Sunday, November 05, 2006

And now for something completely different

This week presented the usual cases, studying, professors, lunches, dinners, Bar of the Week, job applications, etc. Run-of-the-mill IESE fare.

But this week was special. Tuesday brought Halloween, but I was too exhausted to go out and anyway my Michael Jackson costume was sadly incomplete, and I'm an all-or-nothing Halloweener. So instead I prepped for Wednesday, a national holiday, and the day I had chosen to shoot a short movie I wrote back in August during a flight from Barcelona to Bucharest.

The original plan was to start shooting at 10 in order to avoid crowds at the sporting complex at Montjuic, but as most people were a little tired from the previous night's festivities, we ended up starting at noon. Only to find the track I wanted to use .... locked. So we jumped the fence. Why not? I've been held up at gunpoint by a SWAT team in Manhattan as a result of shooting a movie for film school on a rooftop (pre-9/11!) so I was pretty sure I could handle whatever the Guardia Urbana could dish out.
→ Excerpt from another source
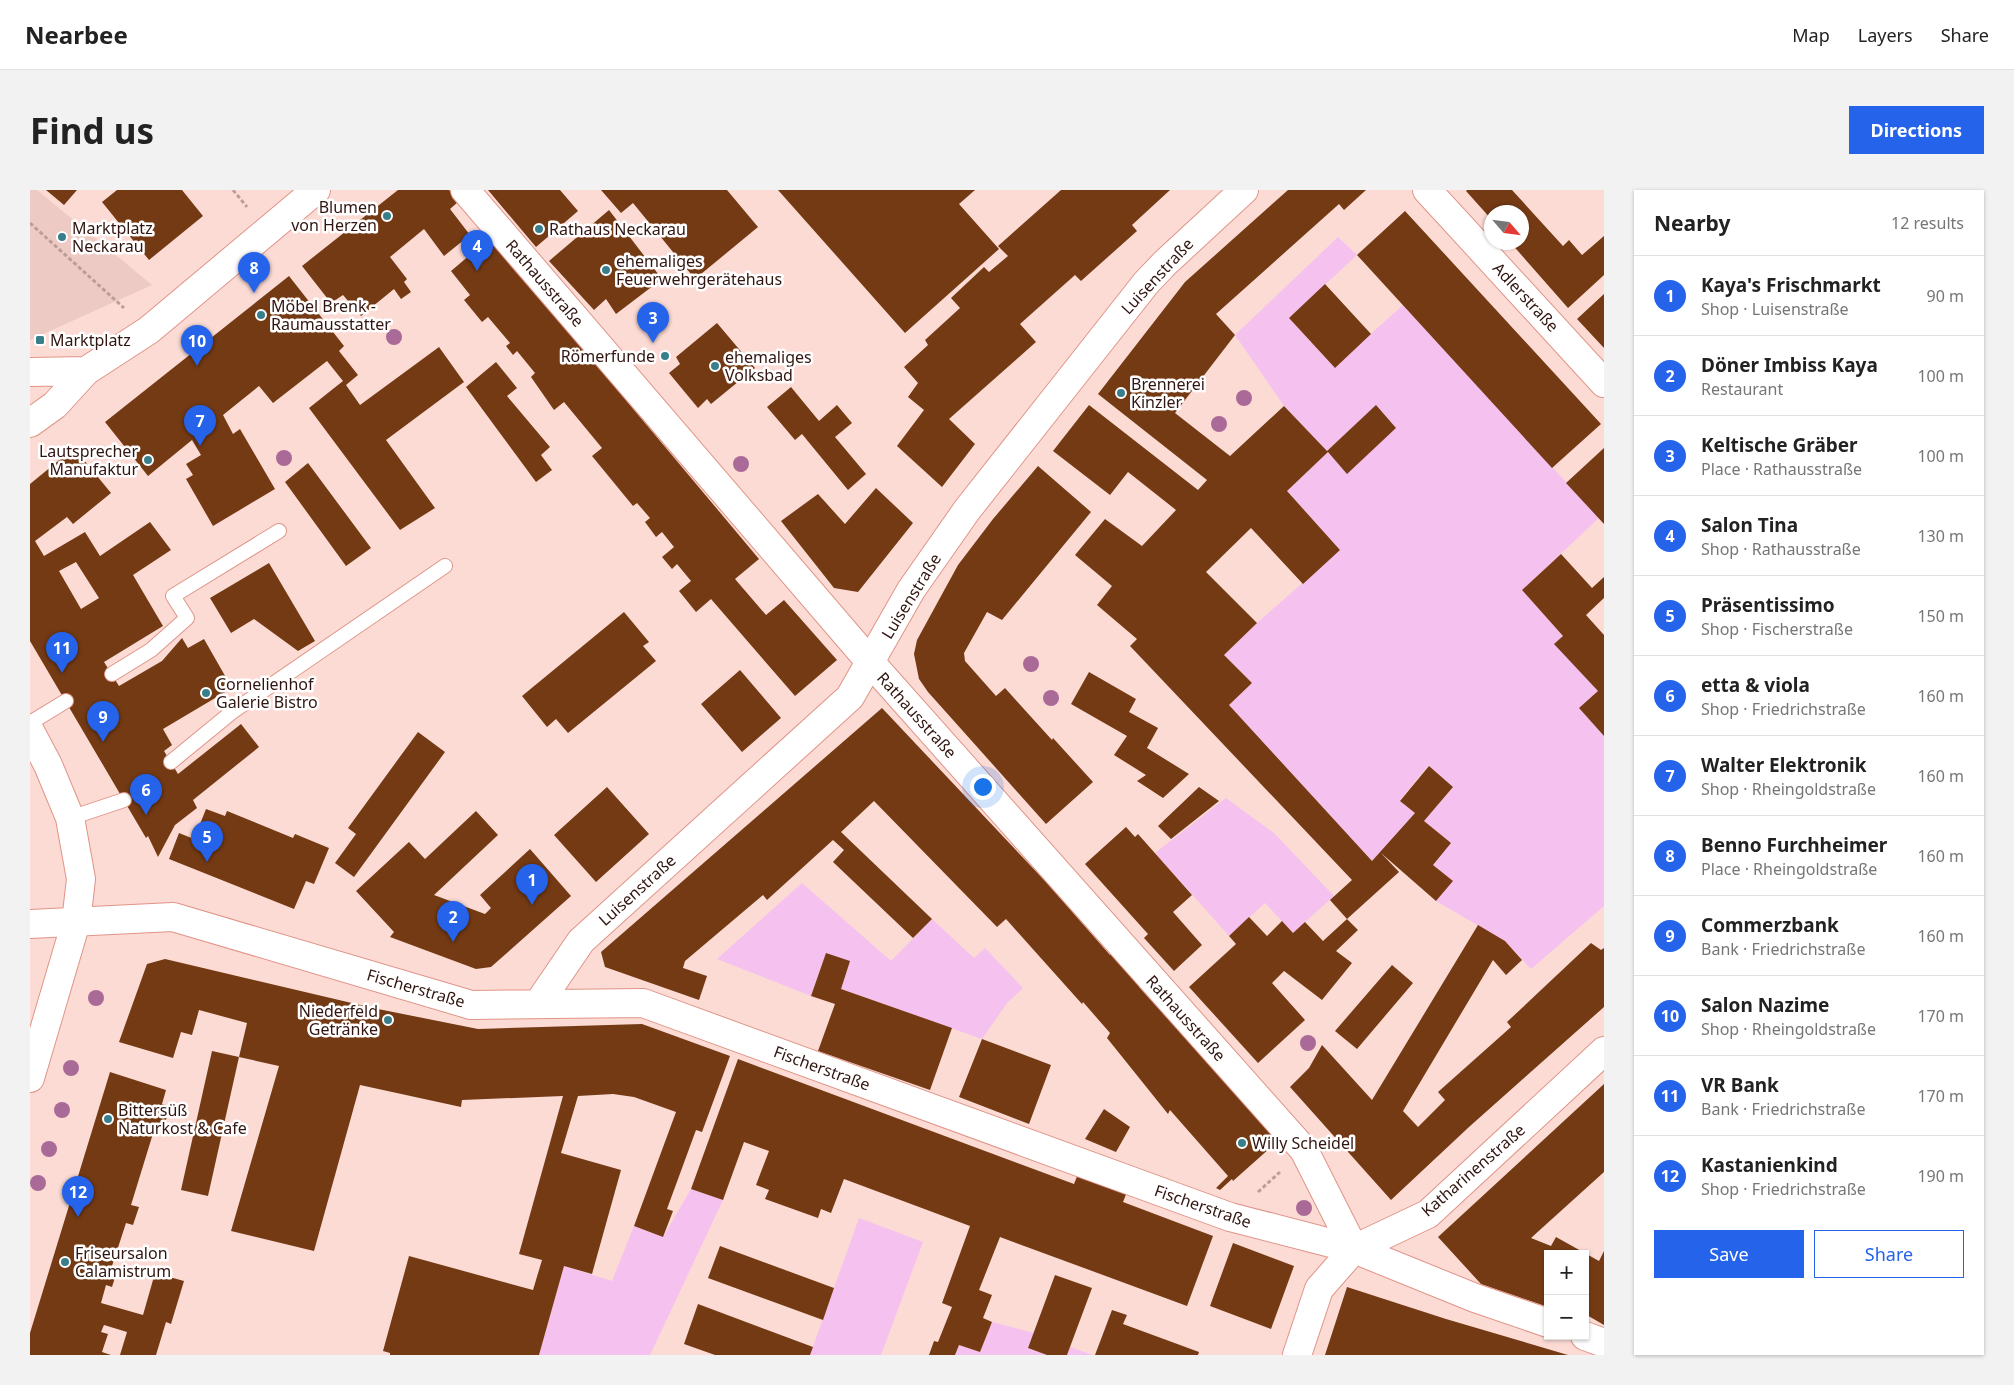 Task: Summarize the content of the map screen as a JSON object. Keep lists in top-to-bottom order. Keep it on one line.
{"streets":{"street":["Luisenstraße","Rathausstraße","Adlerstraße","Fischerstraße","Katharinenstraße"]},"crossings":[["Luisenstraße","Rathausstraße"],["Luisenstraße","Fischerstraße"],["Rathausstraße","Fischerstraße"],["Rathausstraße","Katharinenstraße"],["Fischerstraße","Katharinenstraße"]],"places":{"other":["Blumen von Herzen","Rathaus Neckarau","Marktplatz Neckarau","ehemaliges Feuerwehrgerätehaus","Möbel Brenk - Raumausstatter","Römerfunde","ehemaliges Volksbad","Brennerei Kinzler","Lautsprecher Manufaktur","Cornelienhof Galerie Bistro","Niederfeld Getränke","Bittersüß Naturkost & Cafe","Willy Scheidel","Friseursalon Calamistrum"],"transit":["Marktplatz"]},"north":"bottom right","page":{"header":"Nearbee","nav":["Map","Layers","Share"],"buttons":["Directions",["Save","Share"]],"title":"Find us","heading":["Nearby","12 results"],"pins":["4","8","3","10","7","11","9","6","5","1","2","12"],"list":[{"mark":"1","name":"Kaya's Frischmarkt","note":"Shop · Luisenstraße","value":"90 m"},{"mark":"2","name":"Döner Imbiss Kaya","note":"Restaurant","value":"100 m"},{"mark":"3","name":"Keltische Gräber","note":"Place · Rathausstraße","value":"100 m"},{"mark":"4","name":"Salon Tina","note":"Shop · Rathausstraße","value":"130 m"},{"mark":"5","name":"Präsentissimo","note":"Shop · Fischerstraße","value":"150 m"},{"mark":"6","name":"etta & viola","note":"Shop · Friedrichstraße","value":"160 m"},{"mark":"7","name":"Walter Elektronik","note":"Shop · Rheingoldstraße","value":"160 m"},{"mark":"8","name":"Benno Furchheimer","note":"Place · Rheingoldstraße","value":"160 m"},{"mark":"9","name":"Commerzbank","note":"Bank · Friedrichstraße","value":"160 m"},{"mark":"10","name":"Salon Nazime","note":"Shop · Rheingoldstraße","value":"170 m"},{"mark":"11","name":"VR Bank","note":"Bank · Friedrichstraße","value":"170 m"},{"mark":"12","name":"Kastanienkind","note":"Shop · Friedrichstraße","value":"190 m"}],"map_buttons":["+","−"]}}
So five of us had made it over the fence by the time the woman who runs the place came over to tell us she was really sorry but we'd have to leave. In fairness, she was very nice to us and said she would let us stay but the guy who runs the bar next to the track would probably see us and call the police. Around that time, Juan, whose face was still painted red from the night before, said, "Why is the field locked today?" The woman replied, "It's a holiday." And red-faced Juan said, in all seriousness, "Well people like to do sports even on holidays." How that woman said she was sorry for our trouble without even cracking a smile, I will never know. At or around that time we decided Juan probably shouldn't be the spokesperson anymore.

Marc and Juan, moments before we got booted from the stadium

So our troupe moved on to the next location, further up the hill. A really crummy old track which wouldn't allow for some of the shots I had planned. But that was the least of our troubles. Our main actor had yet to make an appearance, and it was now 1pm. Two others hadn't shown yet either. So we got started and tried to make do, but finally the time had come. We needed Rafa, but he was proving difficult to track down. We bravely soldiered on without him and started rewriting the script as we went. So when Rafa finally turned up 15 minutes before this second location was to close at 2:30, we had already figured out how we could include him in the movie without even having to use any fancy CGI. Of course, we were so rushed and out of control, I'm not sure whether the footage can actually now be edited into a movie, but at least we spent three hours laughing and enjoying what turned out to be the last short-sleeves day we will likely have in BCN in 2006.

Max & the Italians make an entrance

Giving preliminary directions to my fabulous cast

The cast hits their marks


Don't worry, Atsh isn't really suffering. Much.

After such an incredibly artistic undertaking, I felt the need for more. Fortunately for me, an overwhelmed first year student had given up a ticket to see Mozart's Requiem at the Palau de la Musica that night, and I was the lucky recipient. An economist might call this the positive externality of pre-midterm stress. I just call it SWEEEEET. It was my first time to the Palau and within five minutes I had already figured out all the other concerts I'd like to attend in the coming year. The only danger in my concert-going is my tendency to play air violin, particularly during pieces I played in my symphony as a kid, so I think I was kind of annoying during the Marriage of Figaro overture. A negative externality. By the way, if you have never seen the Requiem performed live, as I hadn't, I highly recommend it. But don't go if you are opposed to getting goosebumps.

After hearing such incredible music on Wednesday, I was even more excited about what Thursday night would bring... The first rehearsal of the IESE band. Muktambar, Quentin, Rhijn and I spent two hours rocking out in a rehearsal space in Poblenou in preparation for our debut at the upcoming IESE Thanksgiving dinner. Stay tuned for tour dates. If you join our fanclub, you will get early access to sold-out shows and concert tees.


Bili Rubin said...
This comment has been removed by a blog administrator.
NoellieBellie said...

This may have partially come from the demonstration given by David, Ryan, and yours truly. But then again, everyone knows you can't control actors. Or their butts.

Bili Rubin said...

sorry, i deleted my comment for it's extreme political incorrectness. you're right though, david's ass probably did have a big influence on them. i know it does on me.

Catalonic said...

This actor's ass cannot be controlled by any man or woman, including myself.

NoellieBellie said...

The only comments that should be deleted from this blog are those that deal in overt political CORRECTNESS. Please remember that for the future.